* _Problem to solve_: Nothing should change. Output the data exactly.

Collected data:

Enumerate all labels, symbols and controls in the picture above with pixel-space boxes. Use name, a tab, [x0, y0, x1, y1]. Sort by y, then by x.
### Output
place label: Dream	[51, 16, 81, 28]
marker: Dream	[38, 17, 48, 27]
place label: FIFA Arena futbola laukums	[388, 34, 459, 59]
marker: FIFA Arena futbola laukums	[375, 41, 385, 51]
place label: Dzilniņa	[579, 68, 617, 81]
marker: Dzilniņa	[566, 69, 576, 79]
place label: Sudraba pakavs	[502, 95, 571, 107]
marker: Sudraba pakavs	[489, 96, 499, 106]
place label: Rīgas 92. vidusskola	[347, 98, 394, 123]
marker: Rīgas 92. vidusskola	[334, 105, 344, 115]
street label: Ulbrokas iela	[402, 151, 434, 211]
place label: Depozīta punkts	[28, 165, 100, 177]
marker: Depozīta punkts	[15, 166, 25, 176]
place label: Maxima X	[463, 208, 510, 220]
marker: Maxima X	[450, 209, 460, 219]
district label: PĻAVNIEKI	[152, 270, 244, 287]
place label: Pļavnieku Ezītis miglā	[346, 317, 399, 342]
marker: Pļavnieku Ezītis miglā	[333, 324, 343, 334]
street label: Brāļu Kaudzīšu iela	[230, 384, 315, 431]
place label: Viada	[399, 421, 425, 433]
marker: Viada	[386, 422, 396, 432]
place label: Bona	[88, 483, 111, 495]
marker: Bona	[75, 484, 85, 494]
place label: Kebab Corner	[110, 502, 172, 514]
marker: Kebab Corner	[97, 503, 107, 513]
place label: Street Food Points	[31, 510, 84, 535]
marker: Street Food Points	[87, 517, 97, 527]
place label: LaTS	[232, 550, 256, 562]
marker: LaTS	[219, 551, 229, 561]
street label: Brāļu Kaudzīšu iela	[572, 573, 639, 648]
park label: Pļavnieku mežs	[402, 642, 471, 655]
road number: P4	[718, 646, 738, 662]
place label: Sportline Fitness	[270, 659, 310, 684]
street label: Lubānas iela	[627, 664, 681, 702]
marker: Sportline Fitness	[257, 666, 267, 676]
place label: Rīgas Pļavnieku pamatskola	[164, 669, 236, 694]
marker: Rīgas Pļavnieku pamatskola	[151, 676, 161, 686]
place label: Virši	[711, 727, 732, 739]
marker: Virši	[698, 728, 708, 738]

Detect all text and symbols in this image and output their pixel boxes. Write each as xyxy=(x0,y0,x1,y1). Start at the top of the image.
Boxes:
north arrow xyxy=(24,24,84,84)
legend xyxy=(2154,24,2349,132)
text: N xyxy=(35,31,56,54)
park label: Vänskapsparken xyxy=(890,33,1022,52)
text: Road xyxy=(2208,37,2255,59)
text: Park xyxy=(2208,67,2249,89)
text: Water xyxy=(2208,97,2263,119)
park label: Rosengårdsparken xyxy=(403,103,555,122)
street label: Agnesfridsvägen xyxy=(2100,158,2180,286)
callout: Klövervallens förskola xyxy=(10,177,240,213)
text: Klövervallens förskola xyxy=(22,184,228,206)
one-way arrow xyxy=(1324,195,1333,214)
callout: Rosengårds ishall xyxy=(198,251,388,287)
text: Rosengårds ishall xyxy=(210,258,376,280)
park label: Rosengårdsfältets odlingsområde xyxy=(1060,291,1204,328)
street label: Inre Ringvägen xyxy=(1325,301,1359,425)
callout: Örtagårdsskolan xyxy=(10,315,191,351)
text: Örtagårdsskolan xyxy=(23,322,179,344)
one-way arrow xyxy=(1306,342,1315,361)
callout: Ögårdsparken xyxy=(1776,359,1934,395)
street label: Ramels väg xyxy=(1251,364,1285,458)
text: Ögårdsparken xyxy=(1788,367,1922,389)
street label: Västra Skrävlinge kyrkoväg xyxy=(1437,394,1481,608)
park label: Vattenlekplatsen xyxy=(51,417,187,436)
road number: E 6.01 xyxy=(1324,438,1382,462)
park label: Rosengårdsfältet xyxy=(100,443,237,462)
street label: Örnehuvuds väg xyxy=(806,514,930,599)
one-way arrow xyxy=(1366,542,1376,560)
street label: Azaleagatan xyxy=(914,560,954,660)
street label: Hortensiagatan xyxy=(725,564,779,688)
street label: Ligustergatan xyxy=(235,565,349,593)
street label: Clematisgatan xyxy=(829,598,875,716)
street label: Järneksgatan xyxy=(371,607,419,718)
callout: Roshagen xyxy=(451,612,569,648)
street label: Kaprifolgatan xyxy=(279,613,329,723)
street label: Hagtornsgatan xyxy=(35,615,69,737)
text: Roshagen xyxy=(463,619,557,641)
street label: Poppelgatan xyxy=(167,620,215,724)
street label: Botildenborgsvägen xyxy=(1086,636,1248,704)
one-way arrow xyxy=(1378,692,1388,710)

* _Written response_:
Enumerate all labels, symbols and controls in the picture above with pixel-space boxes. Use name, a tab, [x0, y0, x1, y1]. Sort by y, then by x.
### Output
place label: Dream	[51, 16, 81, 28]
marker: Dream	[38, 17, 48, 27]
place label: FIFA Arena futbola laukums	[388, 34, 459, 59]
marker: FIFA Arena futbola laukums	[375, 41, 385, 51]
place label: Dzilniņa	[579, 68, 617, 81]
marker: Dzilniņa	[566, 69, 576, 79]
place label: Sudraba pakavs	[502, 95, 571, 107]
marker: Sudraba pakavs	[489, 96, 499, 106]
place label: Rīgas 92. vidusskola	[347, 98, 394, 123]
marker: Rīgas 92. vidusskola	[334, 105, 344, 115]
street label: Ulbrokas iela	[402, 151, 434, 211]
place label: Depozīta punkts	[28, 165, 100, 177]
marker: Depozīta punkts	[15, 166, 25, 176]
place label: Maxima X	[463, 208, 510, 220]
marker: Maxima X	[450, 209, 460, 219]
district label: PĻAVNIEKI	[152, 270, 244, 287]
place label: Pļavnieku Ezītis miglā	[346, 317, 399, 342]
marker: Pļavnieku Ezītis miglā	[333, 324, 343, 334]
street label: Brāļu Kaudzīšu iela	[230, 384, 315, 431]
place label: Viada	[399, 421, 425, 433]
marker: Viada	[386, 422, 396, 432]
place label: Bona	[88, 483, 111, 495]
marker: Bona	[75, 484, 85, 494]
place label: Kebab Corner	[110, 502, 172, 514]
marker: Kebab Corner	[97, 503, 107, 513]
place label: Street Food Points	[31, 510, 84, 535]
marker: Street Food Points	[87, 517, 97, 527]
place label: LaTS	[232, 550, 256, 562]
marker: LaTS	[219, 551, 229, 561]
street label: Brāļu Kaudzīšu iela	[572, 573, 639, 648]
park label: Pļavnieku mežs	[402, 642, 471, 655]
road number: P4	[718, 646, 738, 662]
place label: Sportline Fitness	[270, 659, 310, 684]
street label: Lubānas iela	[627, 664, 681, 702]
marker: Sportline Fitness	[257, 666, 267, 676]
place label: Rīgas Pļavnieku pamatskola	[164, 669, 236, 694]
marker: Rīgas Pļavnieku pamatskola	[151, 676, 161, 686]
place label: Virši	[711, 727, 732, 739]
marker: Virši	[698, 728, 708, 738]

Detect all text and symbols in this image and output their pixel boxes. Write each as xyxy=(x0,y0,x1,y1). Start at the top of the image.
Boxes:
north arrow xyxy=(24,24,84,84)
legend xyxy=(2154,24,2349,132)
text: N xyxy=(35,31,56,54)
park label: Vänskapsparken xyxy=(890,33,1022,52)
text: Road xyxy=(2208,37,2255,59)
text: Park xyxy=(2208,67,2249,89)
text: Water xyxy=(2208,97,2263,119)
park label: Rosengårdsparken xyxy=(403,103,555,122)
street label: Agnesfridsvägen xyxy=(2100,158,2180,286)
callout: Klövervallens förskola xyxy=(10,177,240,213)
text: Klövervallens förskola xyxy=(22,184,228,206)
one-way arrow xyxy=(1324,195,1333,214)
callout: Rosengårds ishall xyxy=(198,251,388,287)
text: Rosengårds ishall xyxy=(210,258,376,280)
park label: Rosengårdsfältets odlingsområde xyxy=(1060,291,1204,328)
street label: Inre Ringvägen xyxy=(1325,301,1359,425)
callout: Örtagårdsskolan xyxy=(10,315,191,351)
text: Örtagårdsskolan xyxy=(23,322,179,344)
one-way arrow xyxy=(1306,342,1315,361)
callout: Ögårdsparken xyxy=(1776,359,1934,395)
street label: Ramels väg xyxy=(1251,364,1285,458)
text: Ögårdsparken xyxy=(1788,367,1922,389)
street label: Västra Skrävlinge kyrkoväg xyxy=(1437,394,1481,608)
park label: Vattenlekplatsen xyxy=(51,417,187,436)
road number: E 6.01 xyxy=(1324,438,1382,462)
park label: Rosengårdsfältet xyxy=(100,443,237,462)
street label: Örnehuvuds väg xyxy=(806,514,930,599)
one-way arrow xyxy=(1366,542,1376,560)
street label: Azaleagatan xyxy=(914,560,954,660)
street label: Hortensiagatan xyxy=(725,564,779,688)
street label: Ligustergatan xyxy=(235,565,349,593)
street label: Clematisgatan xyxy=(829,598,875,716)
street label: Järneksgatan xyxy=(371,607,419,718)
callout: Roshagen xyxy=(451,612,569,648)
street label: Kaprifolgatan xyxy=(279,613,329,723)
street label: Hagtornsgatan xyxy=(35,615,69,737)
text: Roshagen xyxy=(463,619,557,641)
street label: Poppelgatan xyxy=(167,620,215,724)
street label: Botildenborgsvägen xyxy=(1086,636,1248,704)
one-way arrow xyxy=(1378,692,1388,710)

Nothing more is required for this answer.